### WORK INSTRUCTIONS
Where does the string "number" appear in the records? Copy each line that holds it.

### RECORDS SUPPLIED

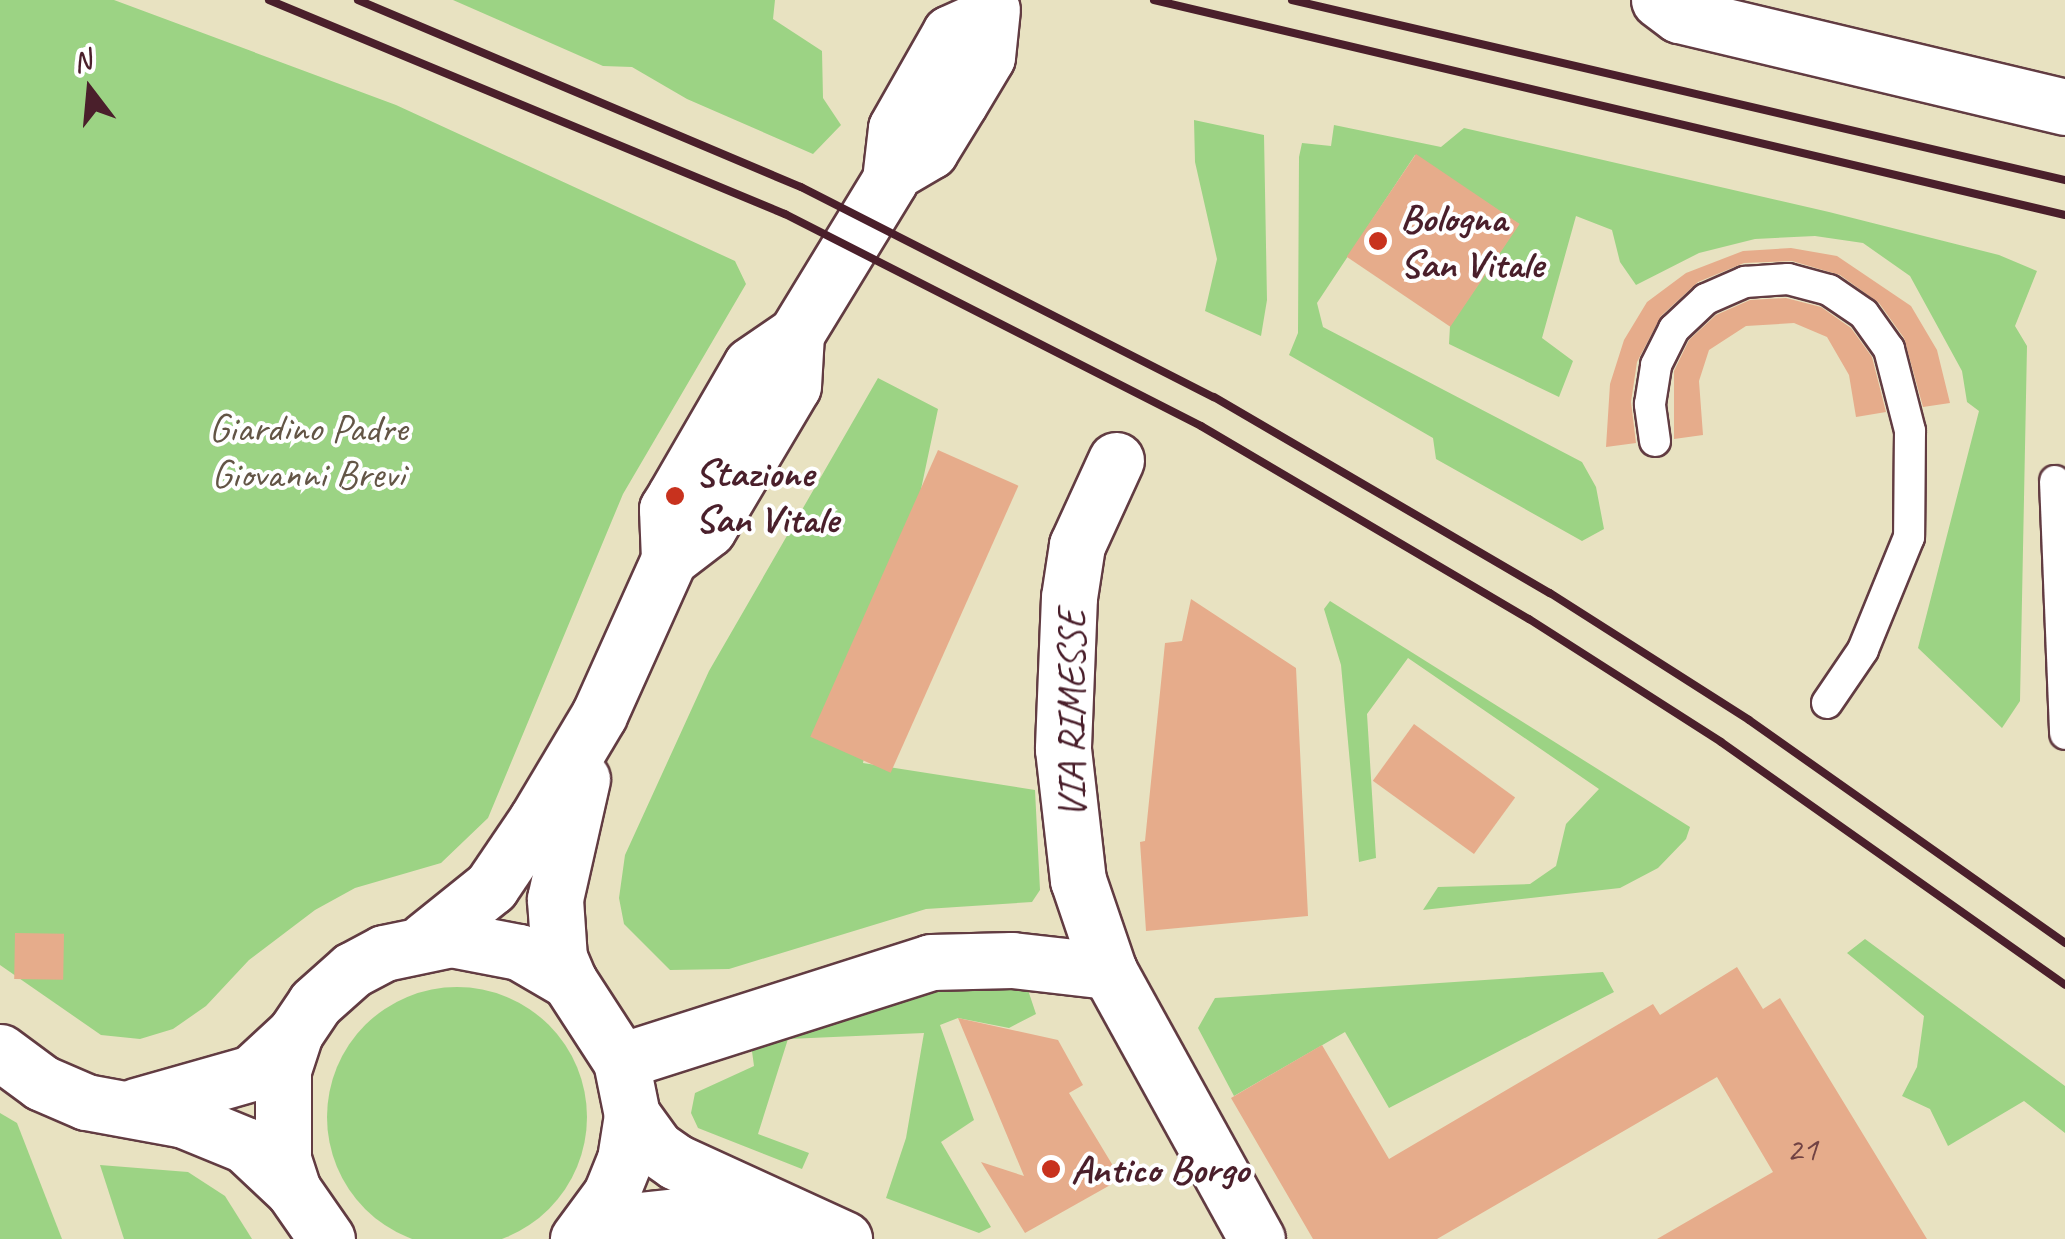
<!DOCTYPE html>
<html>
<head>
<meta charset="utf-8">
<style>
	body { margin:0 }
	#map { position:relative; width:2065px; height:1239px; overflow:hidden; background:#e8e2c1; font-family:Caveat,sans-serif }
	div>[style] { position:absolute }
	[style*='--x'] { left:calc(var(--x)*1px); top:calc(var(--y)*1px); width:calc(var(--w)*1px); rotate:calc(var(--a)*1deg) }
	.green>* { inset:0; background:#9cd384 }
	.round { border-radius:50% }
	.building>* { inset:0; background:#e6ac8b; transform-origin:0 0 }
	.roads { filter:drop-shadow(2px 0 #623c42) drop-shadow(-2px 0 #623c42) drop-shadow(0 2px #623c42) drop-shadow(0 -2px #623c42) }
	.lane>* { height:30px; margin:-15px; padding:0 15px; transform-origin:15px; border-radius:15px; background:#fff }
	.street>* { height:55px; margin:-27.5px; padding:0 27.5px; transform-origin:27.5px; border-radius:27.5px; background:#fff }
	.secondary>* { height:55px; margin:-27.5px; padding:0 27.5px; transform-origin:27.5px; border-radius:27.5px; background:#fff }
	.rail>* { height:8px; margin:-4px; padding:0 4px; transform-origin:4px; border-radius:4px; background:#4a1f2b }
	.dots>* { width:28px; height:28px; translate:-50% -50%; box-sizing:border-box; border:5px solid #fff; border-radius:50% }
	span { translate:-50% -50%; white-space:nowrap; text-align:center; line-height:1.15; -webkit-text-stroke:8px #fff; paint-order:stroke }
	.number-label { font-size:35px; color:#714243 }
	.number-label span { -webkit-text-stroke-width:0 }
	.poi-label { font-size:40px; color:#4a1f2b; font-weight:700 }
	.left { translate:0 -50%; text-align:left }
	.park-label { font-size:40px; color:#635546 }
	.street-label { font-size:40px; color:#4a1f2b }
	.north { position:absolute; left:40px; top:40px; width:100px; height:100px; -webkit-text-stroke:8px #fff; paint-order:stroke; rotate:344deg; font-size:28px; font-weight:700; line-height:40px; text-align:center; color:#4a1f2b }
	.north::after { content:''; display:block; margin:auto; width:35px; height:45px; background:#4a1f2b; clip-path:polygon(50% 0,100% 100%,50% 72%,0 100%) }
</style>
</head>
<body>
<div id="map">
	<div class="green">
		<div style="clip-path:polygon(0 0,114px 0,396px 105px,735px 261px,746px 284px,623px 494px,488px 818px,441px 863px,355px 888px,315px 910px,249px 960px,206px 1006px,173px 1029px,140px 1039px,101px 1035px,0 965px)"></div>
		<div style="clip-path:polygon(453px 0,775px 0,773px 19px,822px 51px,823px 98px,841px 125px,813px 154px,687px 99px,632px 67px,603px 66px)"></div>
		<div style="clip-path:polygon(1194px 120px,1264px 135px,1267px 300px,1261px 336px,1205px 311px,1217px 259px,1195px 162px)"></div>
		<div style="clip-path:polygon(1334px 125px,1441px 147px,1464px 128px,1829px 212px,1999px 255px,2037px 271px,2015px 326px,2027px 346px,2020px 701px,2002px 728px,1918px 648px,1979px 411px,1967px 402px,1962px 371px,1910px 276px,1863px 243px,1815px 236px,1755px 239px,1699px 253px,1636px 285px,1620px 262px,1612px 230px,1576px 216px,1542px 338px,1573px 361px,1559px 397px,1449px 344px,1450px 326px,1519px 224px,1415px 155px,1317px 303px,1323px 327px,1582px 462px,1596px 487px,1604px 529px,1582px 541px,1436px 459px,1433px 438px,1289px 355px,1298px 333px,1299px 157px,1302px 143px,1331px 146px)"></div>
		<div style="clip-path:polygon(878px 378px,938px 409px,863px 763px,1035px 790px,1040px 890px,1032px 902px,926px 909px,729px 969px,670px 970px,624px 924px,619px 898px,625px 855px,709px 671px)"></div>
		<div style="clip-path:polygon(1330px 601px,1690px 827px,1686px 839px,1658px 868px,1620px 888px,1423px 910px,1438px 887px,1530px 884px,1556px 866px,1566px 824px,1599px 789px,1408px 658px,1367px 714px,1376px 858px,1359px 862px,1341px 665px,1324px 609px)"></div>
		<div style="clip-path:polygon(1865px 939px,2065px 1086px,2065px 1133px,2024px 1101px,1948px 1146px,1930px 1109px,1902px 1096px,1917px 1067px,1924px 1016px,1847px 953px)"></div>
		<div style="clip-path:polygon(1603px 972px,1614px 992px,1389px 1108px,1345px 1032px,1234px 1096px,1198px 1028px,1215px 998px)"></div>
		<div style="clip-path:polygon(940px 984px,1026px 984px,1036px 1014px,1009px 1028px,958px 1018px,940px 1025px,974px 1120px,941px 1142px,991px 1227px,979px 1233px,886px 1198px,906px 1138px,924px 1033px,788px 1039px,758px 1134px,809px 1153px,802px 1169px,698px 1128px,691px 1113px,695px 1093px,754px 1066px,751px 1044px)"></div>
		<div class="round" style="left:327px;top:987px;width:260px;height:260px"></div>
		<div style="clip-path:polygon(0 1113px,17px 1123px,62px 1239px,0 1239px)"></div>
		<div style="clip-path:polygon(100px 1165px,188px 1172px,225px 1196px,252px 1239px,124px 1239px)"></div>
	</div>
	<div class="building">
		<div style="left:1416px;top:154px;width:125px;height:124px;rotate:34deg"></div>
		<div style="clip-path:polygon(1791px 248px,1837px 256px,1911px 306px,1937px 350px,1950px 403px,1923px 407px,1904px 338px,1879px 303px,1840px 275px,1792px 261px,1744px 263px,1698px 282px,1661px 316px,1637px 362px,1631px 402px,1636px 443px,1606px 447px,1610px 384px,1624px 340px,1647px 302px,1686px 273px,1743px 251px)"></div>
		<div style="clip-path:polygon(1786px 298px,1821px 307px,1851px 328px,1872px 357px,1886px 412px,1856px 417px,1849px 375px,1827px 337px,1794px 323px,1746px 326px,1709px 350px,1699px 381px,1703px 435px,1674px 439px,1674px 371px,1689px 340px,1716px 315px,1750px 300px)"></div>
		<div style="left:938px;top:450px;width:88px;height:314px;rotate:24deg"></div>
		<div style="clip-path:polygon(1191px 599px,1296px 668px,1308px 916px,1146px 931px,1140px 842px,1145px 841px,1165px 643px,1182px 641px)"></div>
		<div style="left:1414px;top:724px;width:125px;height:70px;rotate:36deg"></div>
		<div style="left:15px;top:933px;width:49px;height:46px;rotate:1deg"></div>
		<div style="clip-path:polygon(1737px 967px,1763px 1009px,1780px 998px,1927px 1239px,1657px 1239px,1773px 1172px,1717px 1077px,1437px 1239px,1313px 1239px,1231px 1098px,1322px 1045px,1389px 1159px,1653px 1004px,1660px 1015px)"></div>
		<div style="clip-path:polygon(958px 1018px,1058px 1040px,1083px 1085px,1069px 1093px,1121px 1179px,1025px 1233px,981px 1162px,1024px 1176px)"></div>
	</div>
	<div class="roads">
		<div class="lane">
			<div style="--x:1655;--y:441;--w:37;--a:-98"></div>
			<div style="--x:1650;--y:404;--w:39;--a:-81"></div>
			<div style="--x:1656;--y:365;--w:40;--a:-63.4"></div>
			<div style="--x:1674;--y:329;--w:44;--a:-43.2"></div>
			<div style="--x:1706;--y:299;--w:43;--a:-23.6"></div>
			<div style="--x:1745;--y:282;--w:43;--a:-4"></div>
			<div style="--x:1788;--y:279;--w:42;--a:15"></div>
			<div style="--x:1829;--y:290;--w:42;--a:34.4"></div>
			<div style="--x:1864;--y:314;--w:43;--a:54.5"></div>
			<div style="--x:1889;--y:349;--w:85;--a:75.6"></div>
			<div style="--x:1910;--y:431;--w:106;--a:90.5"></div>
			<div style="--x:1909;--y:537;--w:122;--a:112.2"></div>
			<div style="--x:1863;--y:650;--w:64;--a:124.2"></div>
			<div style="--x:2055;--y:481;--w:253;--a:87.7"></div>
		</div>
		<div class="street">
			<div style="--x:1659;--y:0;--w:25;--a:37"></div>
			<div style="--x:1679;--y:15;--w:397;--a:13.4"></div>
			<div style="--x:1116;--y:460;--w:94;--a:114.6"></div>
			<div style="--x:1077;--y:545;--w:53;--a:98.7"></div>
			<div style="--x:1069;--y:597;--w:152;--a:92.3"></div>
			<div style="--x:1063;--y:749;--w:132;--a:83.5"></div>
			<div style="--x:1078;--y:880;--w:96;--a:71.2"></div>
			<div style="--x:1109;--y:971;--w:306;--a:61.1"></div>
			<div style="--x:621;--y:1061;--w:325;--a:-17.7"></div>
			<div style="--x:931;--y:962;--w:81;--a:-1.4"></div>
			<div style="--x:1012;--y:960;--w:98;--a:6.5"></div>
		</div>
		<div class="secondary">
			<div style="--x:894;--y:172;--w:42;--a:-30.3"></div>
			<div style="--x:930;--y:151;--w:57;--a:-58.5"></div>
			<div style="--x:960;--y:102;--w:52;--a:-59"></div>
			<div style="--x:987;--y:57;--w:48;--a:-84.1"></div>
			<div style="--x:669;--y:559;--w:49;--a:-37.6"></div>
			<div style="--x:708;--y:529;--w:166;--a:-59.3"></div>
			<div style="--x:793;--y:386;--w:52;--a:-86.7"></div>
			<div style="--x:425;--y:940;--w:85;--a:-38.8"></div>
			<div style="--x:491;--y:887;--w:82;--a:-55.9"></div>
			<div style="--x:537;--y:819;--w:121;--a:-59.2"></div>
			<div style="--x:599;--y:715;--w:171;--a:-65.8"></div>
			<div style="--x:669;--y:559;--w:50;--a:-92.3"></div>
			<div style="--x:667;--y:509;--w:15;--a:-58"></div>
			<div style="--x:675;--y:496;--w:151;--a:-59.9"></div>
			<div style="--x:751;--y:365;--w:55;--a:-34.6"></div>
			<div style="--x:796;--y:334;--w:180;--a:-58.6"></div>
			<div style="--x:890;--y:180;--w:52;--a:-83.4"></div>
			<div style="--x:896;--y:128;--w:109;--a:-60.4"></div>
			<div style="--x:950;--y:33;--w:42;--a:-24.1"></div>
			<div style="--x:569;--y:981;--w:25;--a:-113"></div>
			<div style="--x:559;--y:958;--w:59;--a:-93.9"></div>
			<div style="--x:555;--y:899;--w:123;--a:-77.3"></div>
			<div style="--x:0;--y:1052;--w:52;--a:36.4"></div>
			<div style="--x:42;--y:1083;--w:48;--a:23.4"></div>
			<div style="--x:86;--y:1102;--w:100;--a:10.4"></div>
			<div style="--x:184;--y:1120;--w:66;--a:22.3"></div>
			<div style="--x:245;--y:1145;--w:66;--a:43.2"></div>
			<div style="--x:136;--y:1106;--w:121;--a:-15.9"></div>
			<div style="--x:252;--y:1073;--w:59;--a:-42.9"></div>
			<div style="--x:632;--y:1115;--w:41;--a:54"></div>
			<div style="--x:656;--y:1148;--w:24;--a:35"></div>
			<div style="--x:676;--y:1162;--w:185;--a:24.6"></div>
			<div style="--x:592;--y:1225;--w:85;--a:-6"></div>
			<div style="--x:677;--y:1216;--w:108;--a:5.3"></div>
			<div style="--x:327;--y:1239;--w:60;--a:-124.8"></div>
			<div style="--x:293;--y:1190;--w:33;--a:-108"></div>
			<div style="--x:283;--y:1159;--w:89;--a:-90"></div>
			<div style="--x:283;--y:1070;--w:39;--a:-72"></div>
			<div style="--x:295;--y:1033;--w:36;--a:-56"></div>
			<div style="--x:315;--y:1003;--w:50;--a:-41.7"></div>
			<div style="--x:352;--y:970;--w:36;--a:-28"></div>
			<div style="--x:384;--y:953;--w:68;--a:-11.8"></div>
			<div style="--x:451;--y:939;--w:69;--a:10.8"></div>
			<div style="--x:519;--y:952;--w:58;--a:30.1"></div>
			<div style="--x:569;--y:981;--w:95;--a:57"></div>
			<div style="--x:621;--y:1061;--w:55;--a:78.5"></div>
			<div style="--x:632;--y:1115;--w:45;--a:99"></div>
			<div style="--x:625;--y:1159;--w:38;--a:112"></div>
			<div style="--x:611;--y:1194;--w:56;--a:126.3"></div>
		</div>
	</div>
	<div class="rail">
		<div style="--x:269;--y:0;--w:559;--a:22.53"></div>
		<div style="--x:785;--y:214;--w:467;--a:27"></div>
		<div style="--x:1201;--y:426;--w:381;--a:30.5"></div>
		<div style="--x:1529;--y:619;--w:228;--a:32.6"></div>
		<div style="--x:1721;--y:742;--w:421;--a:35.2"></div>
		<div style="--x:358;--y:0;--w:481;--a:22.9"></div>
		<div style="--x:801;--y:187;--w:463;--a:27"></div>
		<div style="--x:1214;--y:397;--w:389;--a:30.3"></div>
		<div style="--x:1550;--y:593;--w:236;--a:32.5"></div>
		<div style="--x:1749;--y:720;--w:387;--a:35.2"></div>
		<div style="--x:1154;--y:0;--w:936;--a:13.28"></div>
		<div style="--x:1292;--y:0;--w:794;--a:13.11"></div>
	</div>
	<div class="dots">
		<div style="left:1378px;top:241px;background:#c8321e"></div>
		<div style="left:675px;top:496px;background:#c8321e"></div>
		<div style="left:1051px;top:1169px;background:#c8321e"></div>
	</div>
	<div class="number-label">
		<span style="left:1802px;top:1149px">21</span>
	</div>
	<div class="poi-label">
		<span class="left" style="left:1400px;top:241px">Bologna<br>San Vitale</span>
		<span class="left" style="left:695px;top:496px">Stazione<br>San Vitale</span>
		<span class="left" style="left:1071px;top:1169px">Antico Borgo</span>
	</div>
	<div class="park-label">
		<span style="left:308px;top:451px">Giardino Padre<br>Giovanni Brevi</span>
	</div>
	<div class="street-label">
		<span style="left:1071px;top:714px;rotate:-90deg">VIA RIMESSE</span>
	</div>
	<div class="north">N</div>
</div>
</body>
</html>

### OUTPUT BELOW
	.number-label { font-size:35px; color:#714243 }
	.number-label span { -webkit-text-stroke-width:0 }
	<div class="number-label">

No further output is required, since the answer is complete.